Directions for this task:
Word for word, copy the line containing "for (const [x, y, r, color]" and each line after it in the records below, ending with the last line.
-*-
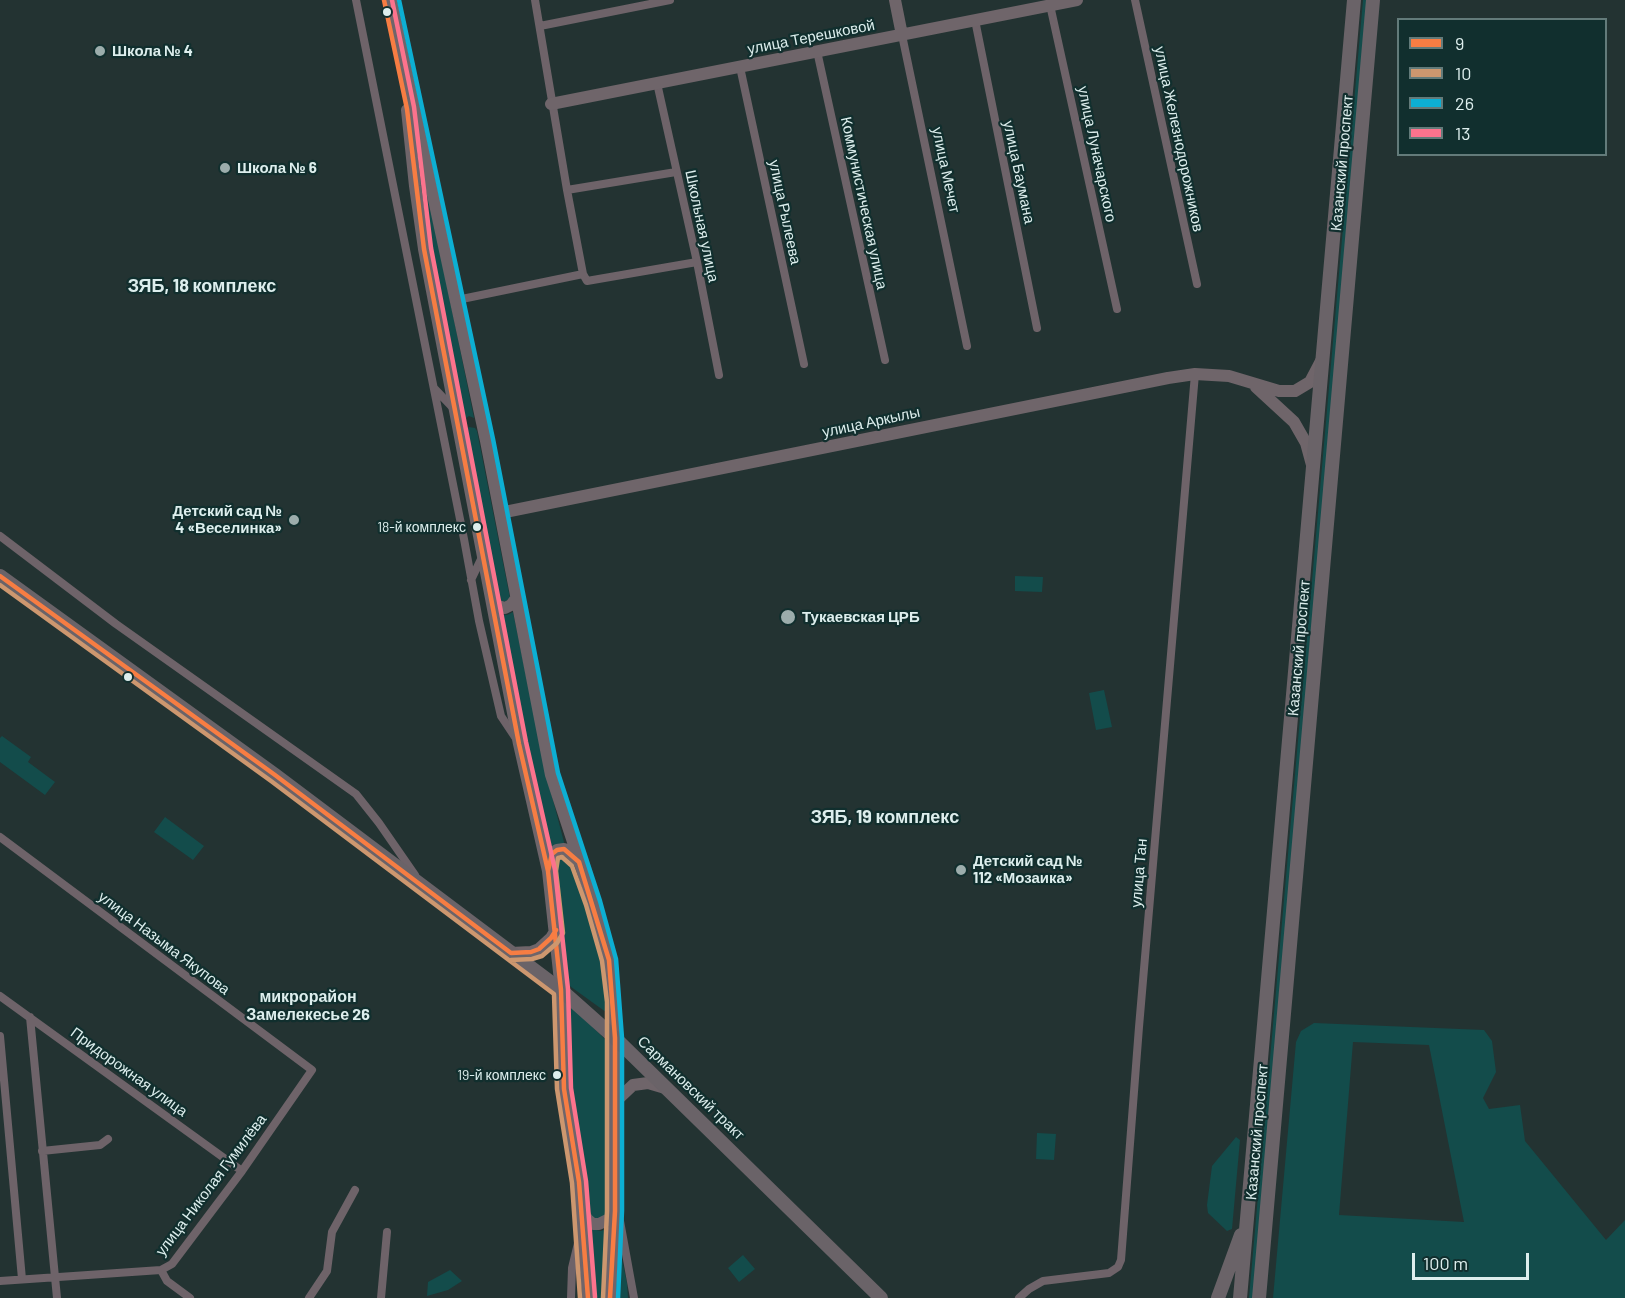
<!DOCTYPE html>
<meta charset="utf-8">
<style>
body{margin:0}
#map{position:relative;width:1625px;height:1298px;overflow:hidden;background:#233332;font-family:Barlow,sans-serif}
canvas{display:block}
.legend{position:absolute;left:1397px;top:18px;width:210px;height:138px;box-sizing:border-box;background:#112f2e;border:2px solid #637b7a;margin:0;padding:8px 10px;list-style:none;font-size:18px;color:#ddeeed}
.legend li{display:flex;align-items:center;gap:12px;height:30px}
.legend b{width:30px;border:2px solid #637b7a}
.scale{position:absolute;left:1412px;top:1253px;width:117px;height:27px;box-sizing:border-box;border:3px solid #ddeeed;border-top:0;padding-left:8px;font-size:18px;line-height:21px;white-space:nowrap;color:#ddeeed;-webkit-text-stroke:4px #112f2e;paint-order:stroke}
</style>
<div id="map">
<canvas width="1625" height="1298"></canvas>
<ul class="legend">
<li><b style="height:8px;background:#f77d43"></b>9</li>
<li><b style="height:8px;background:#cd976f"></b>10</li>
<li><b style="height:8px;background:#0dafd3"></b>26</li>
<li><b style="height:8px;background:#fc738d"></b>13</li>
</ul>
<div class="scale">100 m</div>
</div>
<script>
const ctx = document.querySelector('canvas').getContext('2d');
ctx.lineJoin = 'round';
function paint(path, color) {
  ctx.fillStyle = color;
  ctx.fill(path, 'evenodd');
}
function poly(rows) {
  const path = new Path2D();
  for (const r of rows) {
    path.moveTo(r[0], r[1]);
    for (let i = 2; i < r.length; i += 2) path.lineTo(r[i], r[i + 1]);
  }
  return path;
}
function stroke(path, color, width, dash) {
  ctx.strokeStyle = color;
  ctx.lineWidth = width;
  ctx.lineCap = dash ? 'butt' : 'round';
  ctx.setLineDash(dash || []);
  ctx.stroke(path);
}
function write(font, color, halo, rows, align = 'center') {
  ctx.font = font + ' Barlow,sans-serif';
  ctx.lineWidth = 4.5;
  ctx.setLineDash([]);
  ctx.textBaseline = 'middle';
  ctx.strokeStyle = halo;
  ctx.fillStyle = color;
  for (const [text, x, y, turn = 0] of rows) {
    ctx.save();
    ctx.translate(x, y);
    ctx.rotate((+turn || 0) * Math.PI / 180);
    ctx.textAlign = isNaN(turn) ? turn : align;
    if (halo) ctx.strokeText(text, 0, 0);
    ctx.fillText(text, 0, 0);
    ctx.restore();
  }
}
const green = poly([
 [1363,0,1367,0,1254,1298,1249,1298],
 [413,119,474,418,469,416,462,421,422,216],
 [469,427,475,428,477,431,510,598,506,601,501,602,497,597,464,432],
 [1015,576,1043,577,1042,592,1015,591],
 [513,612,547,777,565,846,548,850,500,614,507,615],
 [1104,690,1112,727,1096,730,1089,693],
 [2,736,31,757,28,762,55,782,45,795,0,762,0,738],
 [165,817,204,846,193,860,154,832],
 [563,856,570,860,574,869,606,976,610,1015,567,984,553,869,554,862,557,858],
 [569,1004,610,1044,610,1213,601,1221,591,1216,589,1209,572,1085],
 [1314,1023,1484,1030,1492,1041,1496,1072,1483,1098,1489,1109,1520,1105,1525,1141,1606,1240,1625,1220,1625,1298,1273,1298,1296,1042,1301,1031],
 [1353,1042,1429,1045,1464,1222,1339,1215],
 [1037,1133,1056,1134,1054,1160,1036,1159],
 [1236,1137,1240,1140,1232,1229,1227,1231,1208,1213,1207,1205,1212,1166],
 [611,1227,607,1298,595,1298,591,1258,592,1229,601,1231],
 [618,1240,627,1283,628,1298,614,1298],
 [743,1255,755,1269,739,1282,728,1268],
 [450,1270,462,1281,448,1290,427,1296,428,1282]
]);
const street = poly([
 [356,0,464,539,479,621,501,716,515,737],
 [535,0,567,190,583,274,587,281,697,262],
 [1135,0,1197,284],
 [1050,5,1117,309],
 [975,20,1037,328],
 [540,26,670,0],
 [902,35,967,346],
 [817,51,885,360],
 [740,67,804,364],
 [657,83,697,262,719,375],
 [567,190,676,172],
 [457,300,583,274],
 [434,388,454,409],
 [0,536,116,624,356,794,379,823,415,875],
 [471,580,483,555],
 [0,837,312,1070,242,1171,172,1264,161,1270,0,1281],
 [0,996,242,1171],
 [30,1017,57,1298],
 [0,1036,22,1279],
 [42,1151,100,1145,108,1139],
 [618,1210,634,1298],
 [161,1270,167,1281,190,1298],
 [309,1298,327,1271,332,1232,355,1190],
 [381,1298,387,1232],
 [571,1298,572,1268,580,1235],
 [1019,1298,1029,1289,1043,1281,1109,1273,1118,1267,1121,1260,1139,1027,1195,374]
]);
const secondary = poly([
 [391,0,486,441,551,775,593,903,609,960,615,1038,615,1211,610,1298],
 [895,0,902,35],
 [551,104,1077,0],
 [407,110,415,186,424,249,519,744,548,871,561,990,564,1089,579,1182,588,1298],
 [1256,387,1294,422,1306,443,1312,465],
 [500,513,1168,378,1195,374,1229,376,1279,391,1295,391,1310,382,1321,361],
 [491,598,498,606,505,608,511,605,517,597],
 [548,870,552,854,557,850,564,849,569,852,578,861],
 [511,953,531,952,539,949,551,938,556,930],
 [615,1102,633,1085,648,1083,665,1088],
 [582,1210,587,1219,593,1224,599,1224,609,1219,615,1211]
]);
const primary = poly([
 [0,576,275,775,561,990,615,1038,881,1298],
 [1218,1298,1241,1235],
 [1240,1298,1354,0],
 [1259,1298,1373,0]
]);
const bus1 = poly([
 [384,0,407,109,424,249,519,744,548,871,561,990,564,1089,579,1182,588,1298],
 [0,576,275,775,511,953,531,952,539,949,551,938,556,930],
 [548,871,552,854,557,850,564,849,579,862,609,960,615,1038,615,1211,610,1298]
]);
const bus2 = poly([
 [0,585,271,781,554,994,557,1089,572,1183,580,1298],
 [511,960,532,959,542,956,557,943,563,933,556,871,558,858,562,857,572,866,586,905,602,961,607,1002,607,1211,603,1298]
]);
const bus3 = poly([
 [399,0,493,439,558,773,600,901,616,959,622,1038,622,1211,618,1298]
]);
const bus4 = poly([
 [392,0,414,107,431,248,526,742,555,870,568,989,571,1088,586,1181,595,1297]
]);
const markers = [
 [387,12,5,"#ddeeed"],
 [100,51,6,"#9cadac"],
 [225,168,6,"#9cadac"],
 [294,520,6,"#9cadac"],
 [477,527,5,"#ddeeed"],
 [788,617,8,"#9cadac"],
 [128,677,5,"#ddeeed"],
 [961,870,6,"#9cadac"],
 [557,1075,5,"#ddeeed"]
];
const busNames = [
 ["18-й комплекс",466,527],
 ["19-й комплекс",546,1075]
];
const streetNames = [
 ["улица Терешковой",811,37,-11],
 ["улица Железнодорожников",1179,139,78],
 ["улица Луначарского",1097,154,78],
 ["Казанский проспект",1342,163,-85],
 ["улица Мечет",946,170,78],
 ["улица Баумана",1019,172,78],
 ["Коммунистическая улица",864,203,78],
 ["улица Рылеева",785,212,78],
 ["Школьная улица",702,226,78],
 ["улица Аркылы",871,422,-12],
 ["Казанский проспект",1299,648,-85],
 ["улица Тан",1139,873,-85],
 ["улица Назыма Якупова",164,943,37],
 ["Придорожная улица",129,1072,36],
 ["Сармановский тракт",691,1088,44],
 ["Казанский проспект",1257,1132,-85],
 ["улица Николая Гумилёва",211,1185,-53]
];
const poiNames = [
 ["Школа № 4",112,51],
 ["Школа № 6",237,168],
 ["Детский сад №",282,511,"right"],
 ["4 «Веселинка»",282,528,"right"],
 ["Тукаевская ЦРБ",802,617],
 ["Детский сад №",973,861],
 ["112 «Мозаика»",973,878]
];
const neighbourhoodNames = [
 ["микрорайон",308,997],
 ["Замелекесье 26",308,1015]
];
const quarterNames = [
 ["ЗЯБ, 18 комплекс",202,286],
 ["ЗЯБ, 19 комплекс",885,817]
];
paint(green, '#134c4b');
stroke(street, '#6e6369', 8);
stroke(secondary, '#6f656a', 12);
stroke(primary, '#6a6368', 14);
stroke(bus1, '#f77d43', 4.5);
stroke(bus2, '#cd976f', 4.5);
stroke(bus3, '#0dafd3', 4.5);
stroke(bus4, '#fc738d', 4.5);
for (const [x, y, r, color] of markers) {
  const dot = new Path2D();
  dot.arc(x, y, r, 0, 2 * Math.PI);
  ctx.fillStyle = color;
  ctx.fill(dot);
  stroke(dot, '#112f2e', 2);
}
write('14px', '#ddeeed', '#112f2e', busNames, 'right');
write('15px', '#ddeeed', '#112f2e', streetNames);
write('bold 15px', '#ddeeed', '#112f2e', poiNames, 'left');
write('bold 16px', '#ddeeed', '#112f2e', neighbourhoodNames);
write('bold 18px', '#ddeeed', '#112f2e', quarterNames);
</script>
-*-
Answer to this exercise:
for (const [x, y, r, color] of markers) {
  const dot = new Path2D();
  dot.arc(x, y, r, 0, 2 * Math.PI);
  ctx.fillStyle = color;
  ctx.fill(dot);
  stroke(dot, '#112f2e', 2);
}
write('14px', '#ddeeed', '#112f2e', busNames, 'right');
write('15px', '#ddeeed', '#112f2e', streetNames);
write('bold 15px', '#ddeeed', '#112f2e', poiNames, 'left');
write('bold 16px', '#ddeeed', '#112f2e', neighbourhoodNames);
write('bold 18px', '#ddeeed', '#112f2e', quarterNames);
</script>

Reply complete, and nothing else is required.